Usted sabía y sabe que un poema es siempre discutible y perfectible. Nadie lee dos veces el mismo poema, no sólo porque el lector cambia constantemente, sino, sobre todo, porque para el poeta su texto no es sino la suma de sus incertidumbres, y dichas incertidumbres devienen en un proceso de reescritura sin tregua, tan sólo interrumpida por la muerte. Es útil, en ese sentido, comparar las primeras versiones de un poema con el texto presuntamente definitivo. Es el caso de César Vallejo, tal vez el autor más cercano a usted, quien solía partir, por ejemplo, de un perfecto soneto, para derivar en un poema sin métrica ni rima y prácticamente irreconocible en relación al poema original. Escribir es reescribir. Vivir es revivir, y morir, es remorir hasta las últimas raíces. El prefijo «re» implica un retorno, un volver. Pero también, en el lenguaje cotidiano, un hacer algo con especial ahínco. En ese sentido reescribir es escribir con rabia, con énfasis, con radicalidad. Revivir es un vivir con ganas, con re−ganas, con re−gozo. Con relámpago, esa palabra tan cara a su persona, don Gonzalo, y que para mí re−sume la vitalidad luminosa de su poesía. El relámpago deslumbra, relumbra y alumbra en su doble sentido: iluminando y dando a luz, como las parturientas tendidas sobre el campo.
Probablemente sea usted el mejor traductor de la poesía de César Vallejo, al castellano. Nadie más pudo traducir con tanta fidelidad y, a la vez, con tanto irrespeto, su extrañísimo Trilce al español sin Chile del chileno. Y conste que la traducción no es una traición, sino un acto de fidelidad a lo que el autor quiso, pero no pudo decir en la lengua heredada por la madre, aunque Huidobro declare que hay que escribir en una lengua que no sea la materna. Quién sabe.

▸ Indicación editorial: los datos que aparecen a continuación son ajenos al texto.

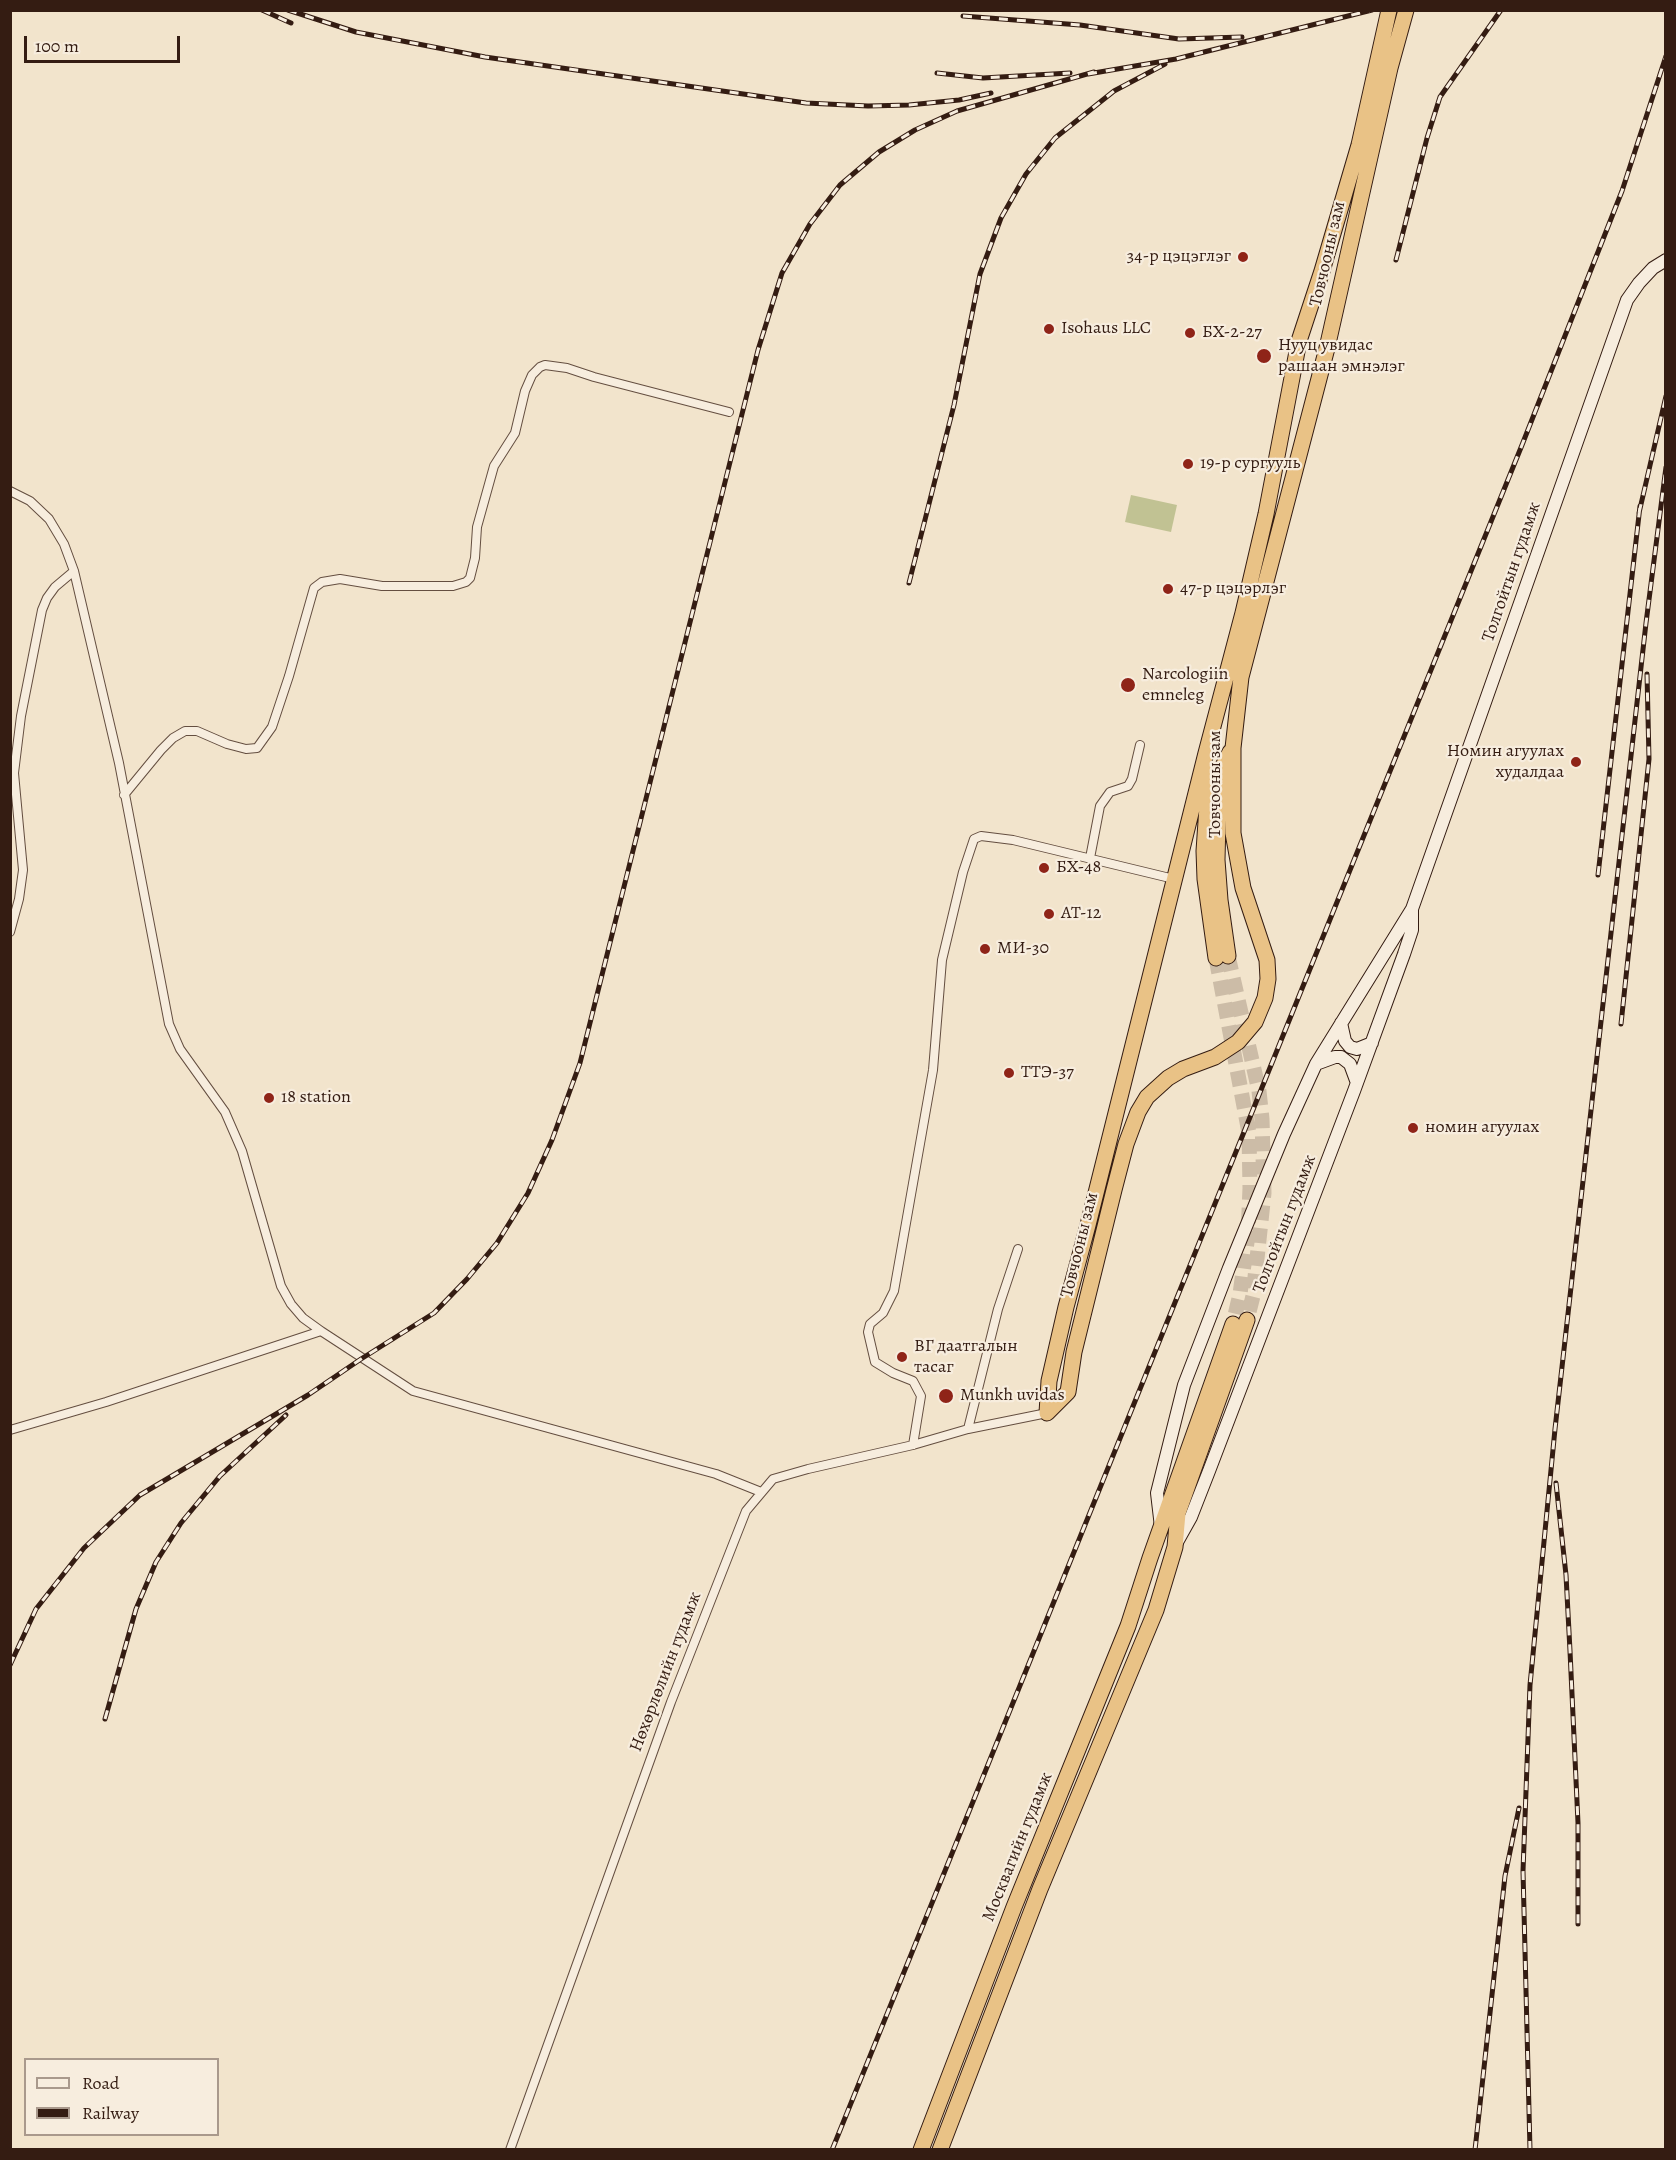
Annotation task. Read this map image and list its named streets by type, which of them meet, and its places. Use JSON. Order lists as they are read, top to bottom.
{
  "streets": {
    "highway": ["Товчооны зам", "Москвагийн гудамж"],
    "main road": ["Толгойтын гудамж"],
    "street": ["Нөхөрлөлийн гудамж"]
  },
  "crossings": [
    ["Товчооны зам", "Нөхөрлөлийн гудамж"],
    ["Толгойтын гудамж", "Москвагийн гудамж"]
  ],
  "places": [
    "34-р цэцэглэг",
    "Isohaus LLC",
    "БХ-2-27",
    "Нууц увидас рашаан эмнэлэг",
    "19-р сургууль",
    "47-р цэцэрлэг",
    "Narcologiin emneleg",
    "Номин агуулах худалдаа",
    "БХ-48",
    "АТ-12",
    "МИ-30",
    "ТТЭ-37",
    "18 station",
    "номин агуулах",
    "ВГ даатгалын тасаг",
    "Munkh uvidas"
  ],
  "legend": ["Road", "Railway"],
  "scale_bar": "100 m"
}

El hábito de utilizar inusualmente las categorías verbales: usando un sustantivo como verbo, por ejemplo, o un adjetivo como sustantivo, y el uso de una oralidad suelta, prosaica a veces, que le otorga a su mejor poesía un tono conversacional, delata su filiación gozosa con el cholo de Santiago de Chuco. Pero lo más vallejiano que veo en su poesía es esa ternura humilde que desdramatiza el dolor, pienso, sobre todo en su poema “Carbón”. Vallejiana también es la afición suya, don Gonzalo, por las impertinencias sintácticas o el uso de neologismos felices y tristes que surgen espontáneamente de la necesidad de buscar denominaciones más justas a experiencias, emociones o cosas para los que no existen términos cabales en el diccionario de la Real Academia Española, que en paz descanse: nogala, oleajemente, personaja, orejear, naricear, y tantas otras palabras recientes, edénicas. Mi abuelo, por su parte, también incurriría en tales audacias, sobre todo en su primer libro titulado ejemplarmente La greda vasija, algo así como una greda que se vuelve vasija, por pura voluntad de forma, ese deseo incontenible que sienten los poetas de crearse un ritmo y una música, a su imagen y semejanza, un ritmo que los contenga y los desborde, a raudales.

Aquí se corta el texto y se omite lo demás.